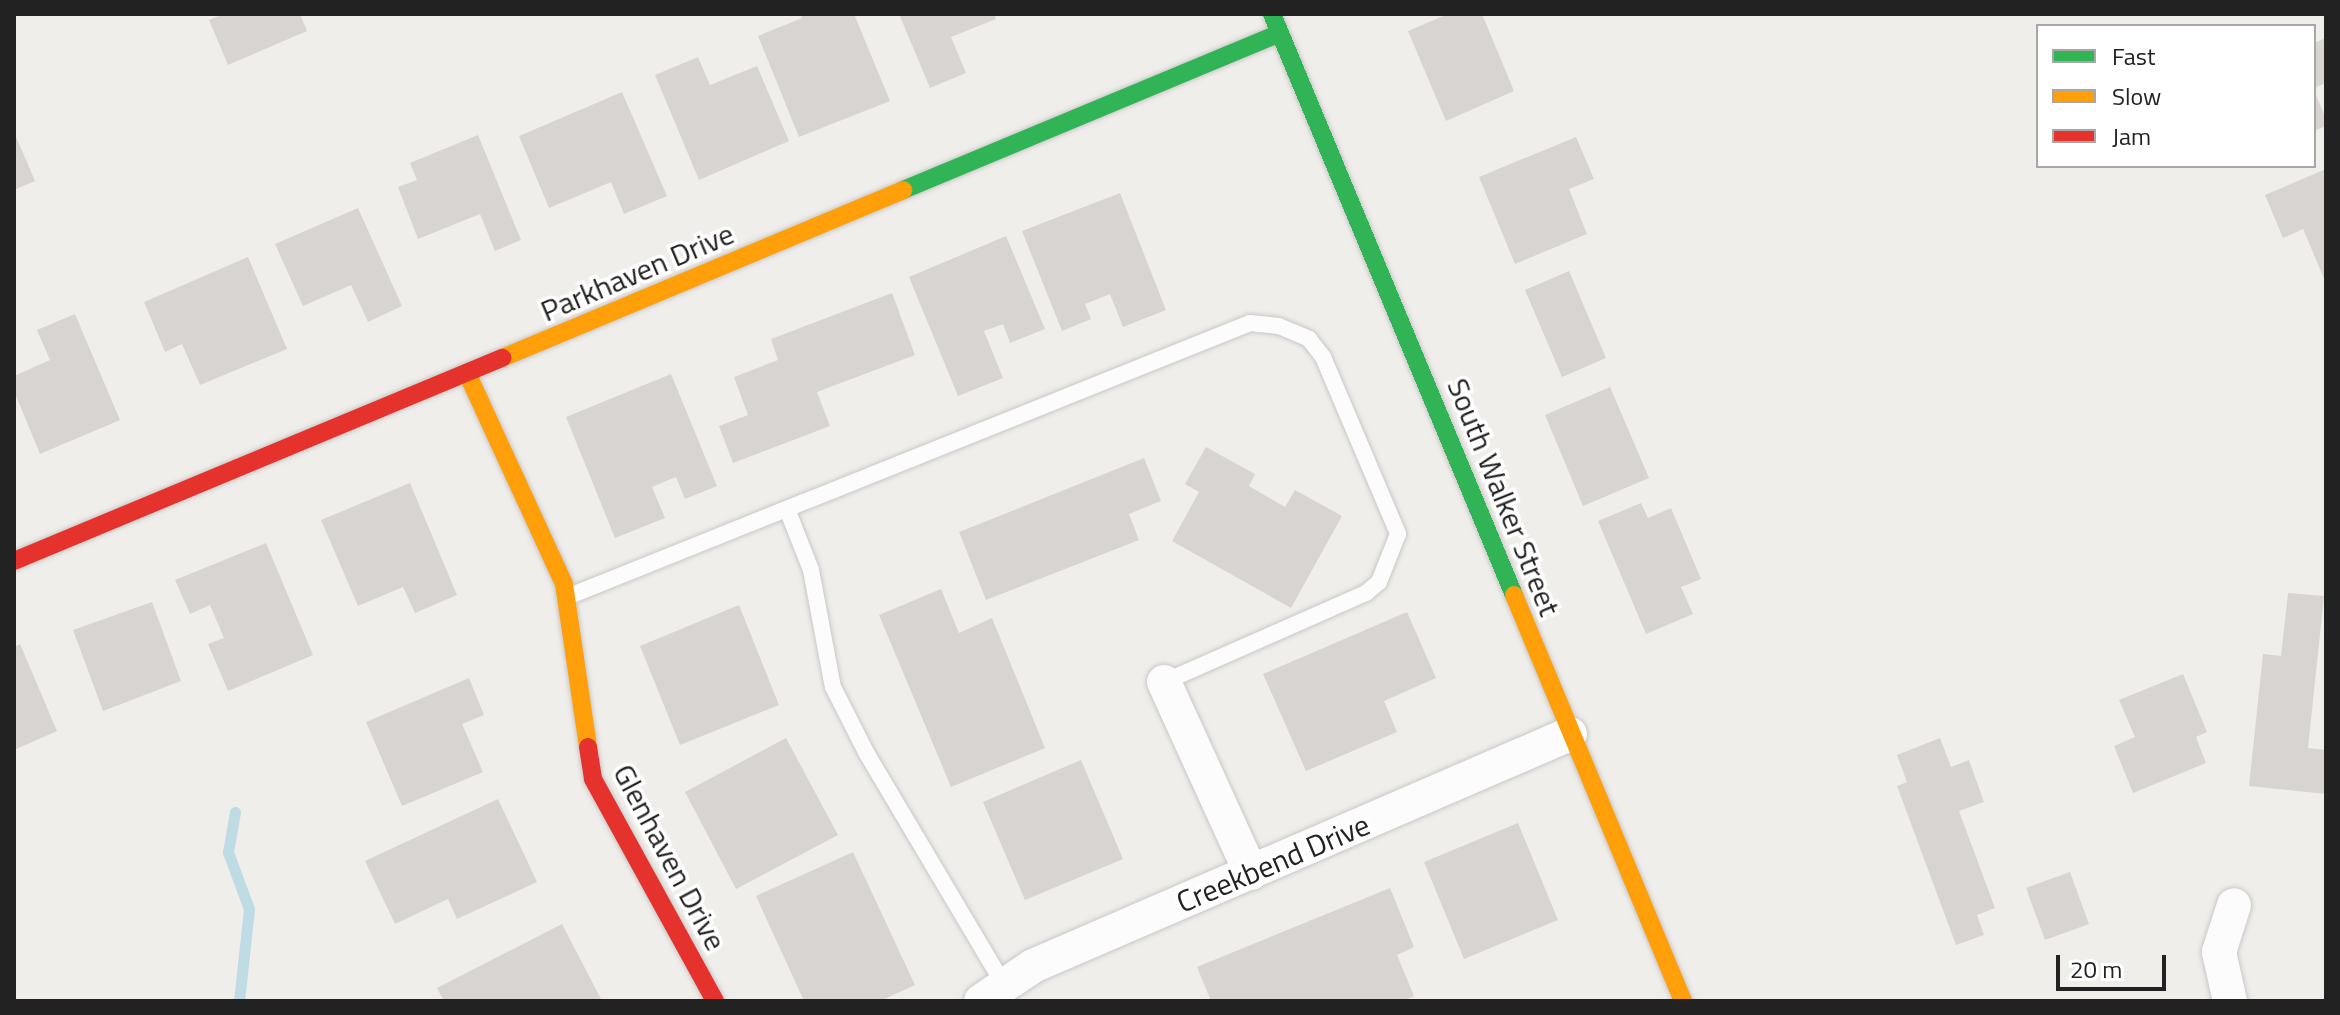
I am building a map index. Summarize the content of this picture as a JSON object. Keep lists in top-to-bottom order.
{
  "streets": {
    "street": [
      "Parkhaven Drive",
      "South Walker Street",
      "Glenhaven Drive",
      "Creekbend Drive"
    ]
  },
  "crossings": [
    ["Parkhaven Drive", "South Walker Street"],
    ["Parkhaven Drive", "Glenhaven Drive"],
    ["South Walker Street", "Creekbend Drive"]
  ],
  "legend": ["Fast", "Slow", "Jam"],
  "scale_bar": "20 m"
}
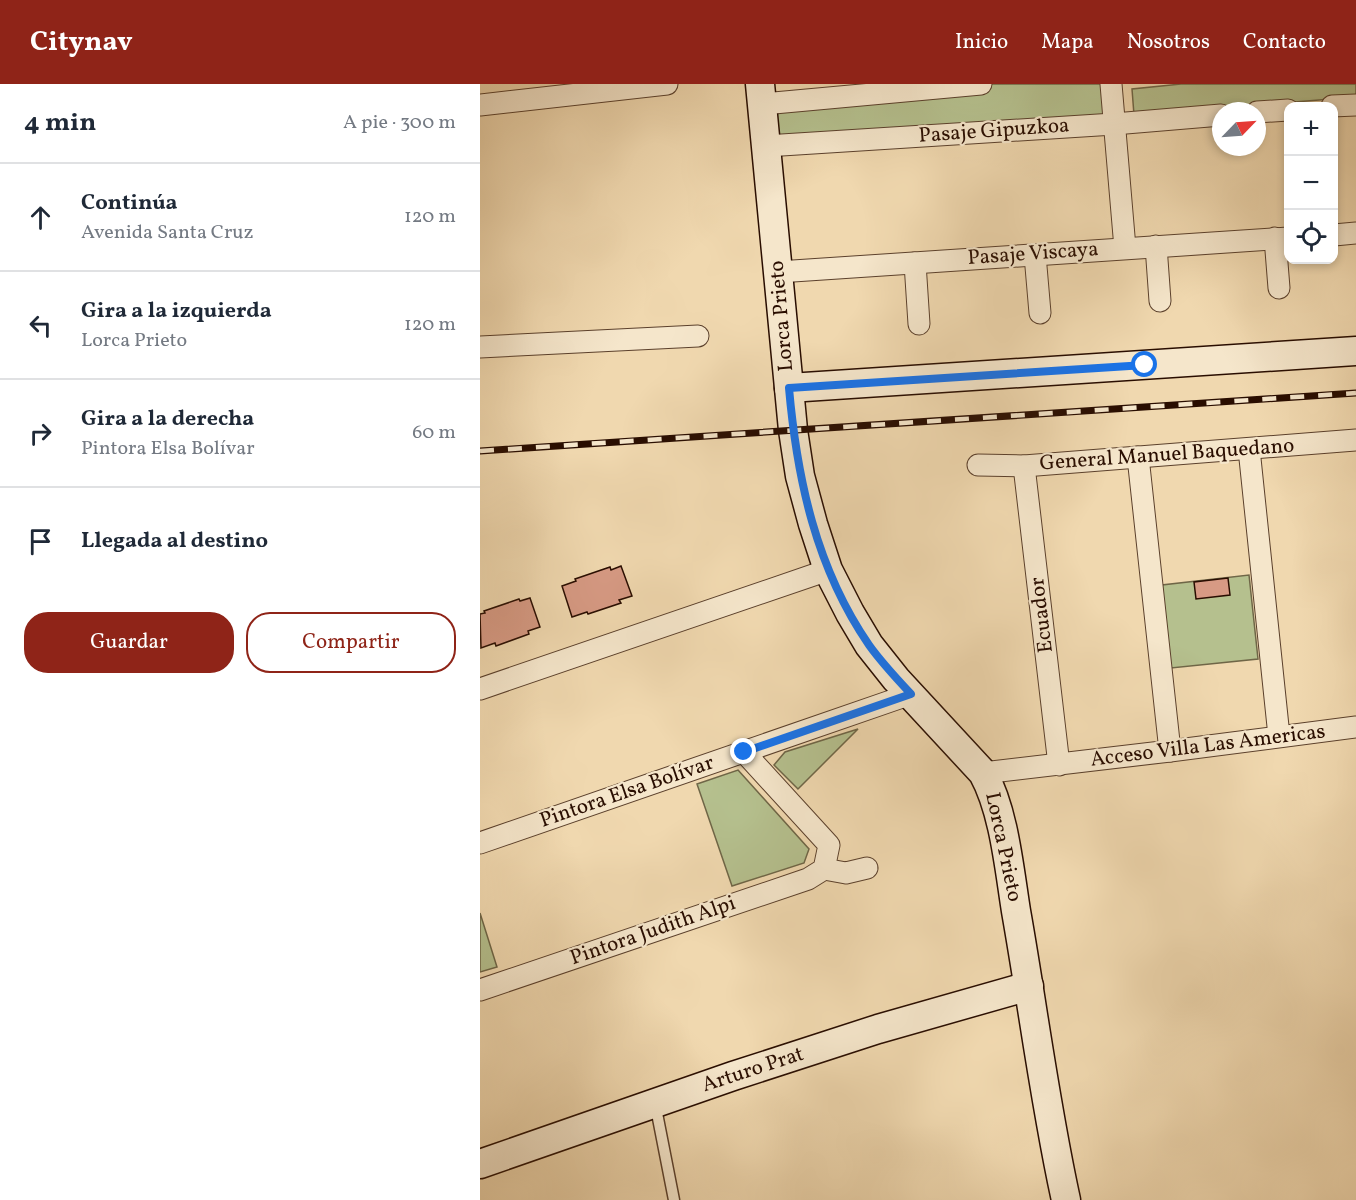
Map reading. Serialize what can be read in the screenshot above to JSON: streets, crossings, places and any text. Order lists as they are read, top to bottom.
{
  "streets": {
    "main road": ["Lorca Prieto", "Arturo Prat"],
    "street": [
      "Pasaje Gipuzkoa",
      "Pasaje Viscaya",
      "General Manuel Baquedano",
      "Ecuador",
      "Acceso Villa Las Americas",
      "Pintora Elsa Bolívar",
      "Pintora Judith Alpi"
    ]
  },
  "crossings": [
    ["Pasaje Gipuzkoa", "Lorca Prieto"],
    ["Pasaje Viscaya", "Lorca Prieto"],
    ["Lorca Prieto", "Acceso Villa Las Americas"],
    ["Lorca Prieto", "Pintora Elsa Bolívar"],
    ["Lorca Prieto", "Arturo Prat"],
    ["General Manuel Baquedano", "Ecuador"],
    ["Ecuador", "Acceso Villa Las Americas"]
  ],
  "north": "top right",
  "page": {
    "header": "Citynav",
    "nav": [
      "Inicio",
      "Mapa",
      "Nosotros",
      "Contacto"
    ],
    "heading": ["4 min", "A pie · 300 m"],
    "map_buttons": ["+", "−"],
    "list": [
      ["Continúa", "Avenida Santa Cruz", "120 m"],
      ["Gira a la izquierda", "Lorca Prieto", "120 m"],
      ["Gira a la derecha", "Pintora Elsa Bolívar", "60 m"],
      "Llegada al destino"
    ],
    "buttons": ["Guardar", "Compartir"]
  }
}
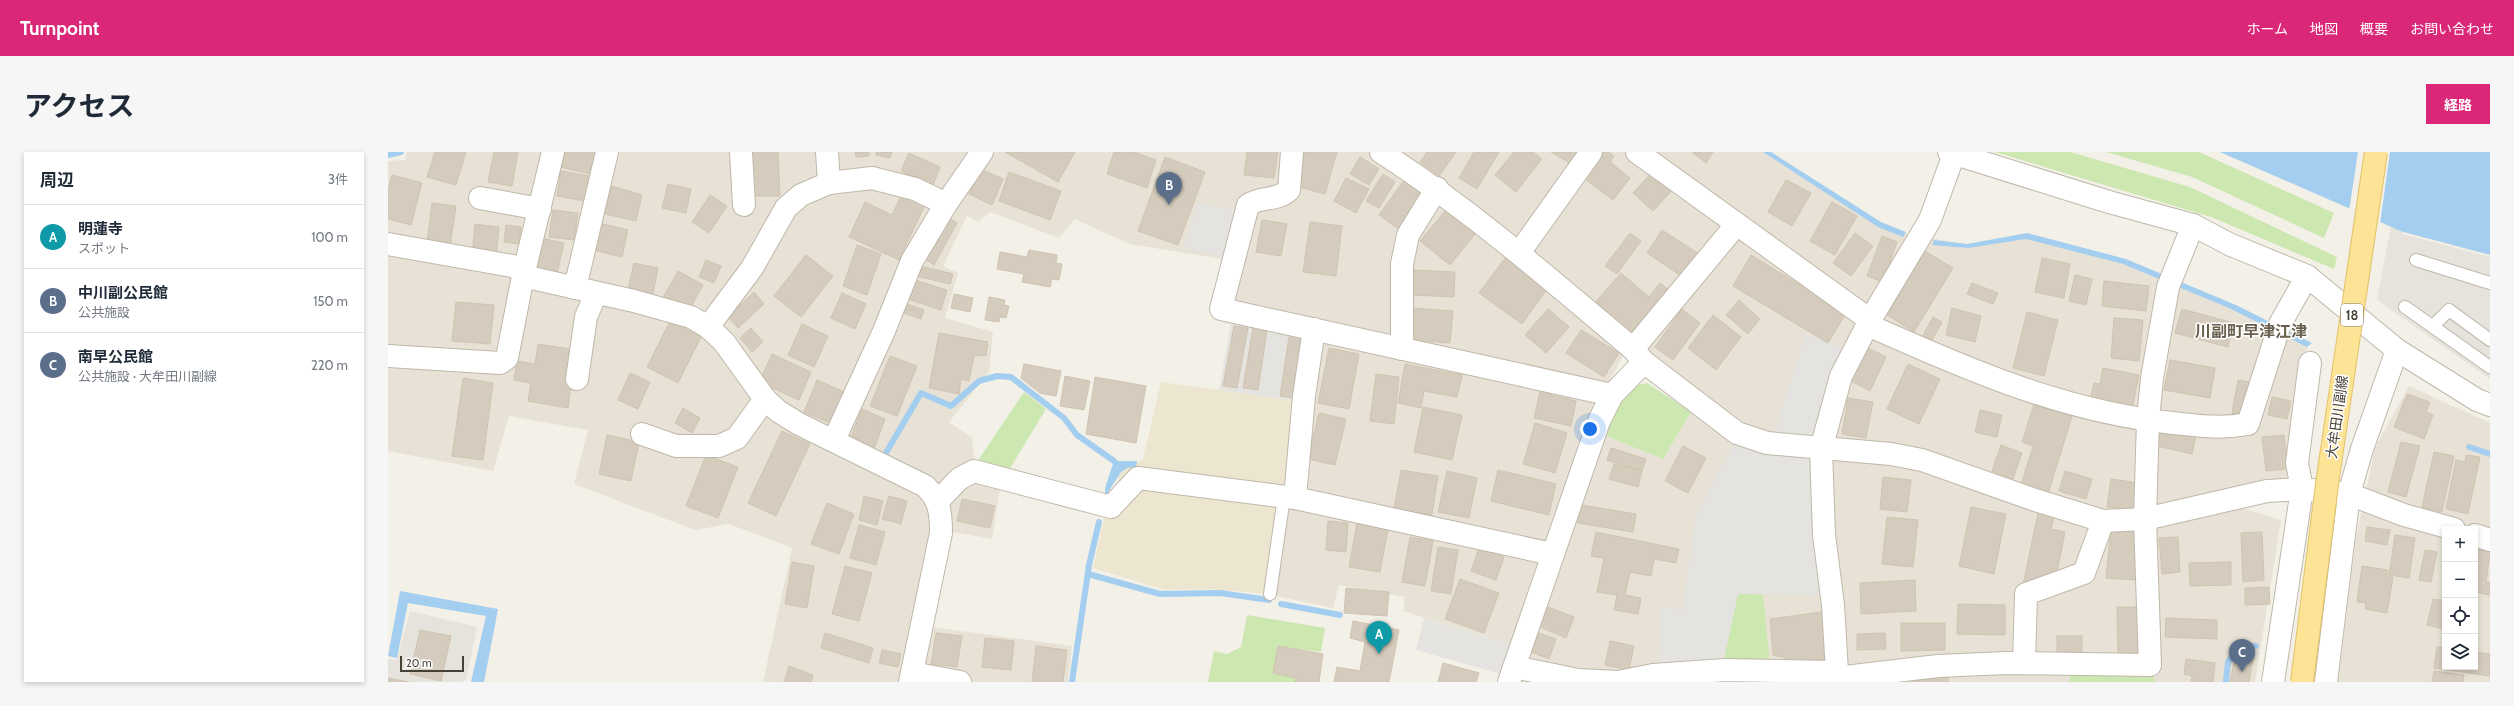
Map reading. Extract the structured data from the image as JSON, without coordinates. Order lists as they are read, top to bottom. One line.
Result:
{"streets":{"main road":["18","大牟田川副線"]},"districts":["川副町早津江津"],"scale_bar":"20 m","page":{"header":"Turnpoint","nav":["ホーム","地図","概要","お問い合わせ"],"title":"アクセス","buttons":"経路","heading":["周辺","3件"],"pins":["B","A","C"],"list":[{"mark":"A","name":"明蓮寺","note":"スポット","value":"100 m"},{"mark":"B","name":"中川副公民館","note":"公共施設","value":"150 m"},{"mark":"C","name":"南早公民館","note":"公共施設 · 大牟田川副線","value":"220 m"}],"map_buttons":["+","−"],"scale":"20 m"}}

◇ ◇ ◇

▸ WORK INSTRUCTIONS:
Copy the records exactly, minus any pictures.

▸ TASK SOLUTION:
I am building a map index. Summarize the content of this picture as a JSON object. Keep lists in top-to-bottom order.
{
  "streets": {
    "street": [
      "Parkhaven Drive",
      "South Walker Street",
      "Glenhaven Drive",
      "Creekbend Drive"
    ]
  },
  "crossings": [
    ["Parkhaven Drive", "South Walker Street"],
    ["Parkhaven Drive", "Glenhaven Drive"],
    ["South Walker Street", "Creekbend Drive"]
  ],
  "legend": ["Fast", "Slow", "Jam"],
  "scale_bar": "20 m"
}
Map reading. Serialize what can be read in the screenshot above to JSON: streets, crossings, places and any text. Order lists as they are read, top to bottom.
{
  "streets": {
    "main road": ["Lorca Prieto", "Arturo Prat"],
    "street": [
      "Pasaje Gipuzkoa",
      "Pasaje Viscaya",
      "General Manuel Baquedano",
      "Ecuador",
      "Acceso Villa Las Americas",
      "Pintora Elsa Bolívar",
      "Pintora Judith Alpi"
    ]
  },
  "crossings": [
    ["Pasaje Gipuzkoa", "Lorca Prieto"],
    ["Pasaje Viscaya", "Lorca Prieto"],
    ["Lorca Prieto", "Acceso Villa Las Americas"],
    ["Lorca Prieto", "Pintora Elsa Bolívar"],
    ["Lorca Prieto", "Arturo Prat"],
    ["General Manuel Baquedano", "Ecuador"],
    ["Ecuador", "Acceso Villa Las Americas"]
  ],
  "north": "top right",
  "page": {
    "header": "Citynav",
    "nav": [
      "Inicio",
      "Mapa",
      "Nosotros",
      "Contacto"
    ],
    "heading": ["4 min", "A pie · 300 m"],
    "map_buttons": ["+", "−"],
    "list": [
      ["Continúa", "Avenida Santa Cruz", "120 m"],
      ["Gira a la izquierda", "Lorca Prieto", "120 m"],
      ["Gira a la derecha", "Pintora Elsa Bolívar", "60 m"],
      "Llegada al destino"
    ],
    "buttons": ["Guardar", "Compartir"]
  }
}
Map reading. Extract the structured data from the image as JSON, without coordinates. Order lists as they are read, top to bottom. One line.
Result:
{"streets":{"main road":["18","大牟田川副線"]},"districts":["川副町早津江津"],"scale_bar":"20 m","page":{"header":"Turnpoint","nav":["ホーム","地図","概要","お問い合わせ"],"title":"アクセス","buttons":"経路","heading":["周辺","3件"],"pins":["B","A","C"],"list":[{"mark":"A","name":"明蓮寺","note":"スポット","value":"100 m"},{"mark":"B","name":"中川副公民館","note":"公共施設","value":"150 m"},{"mark":"C","name":"南早公民館","note":"公共施設 · 大牟田川副線","value":"220 m"}],"map_buttons":["+","−"],"scale":"20 m"}}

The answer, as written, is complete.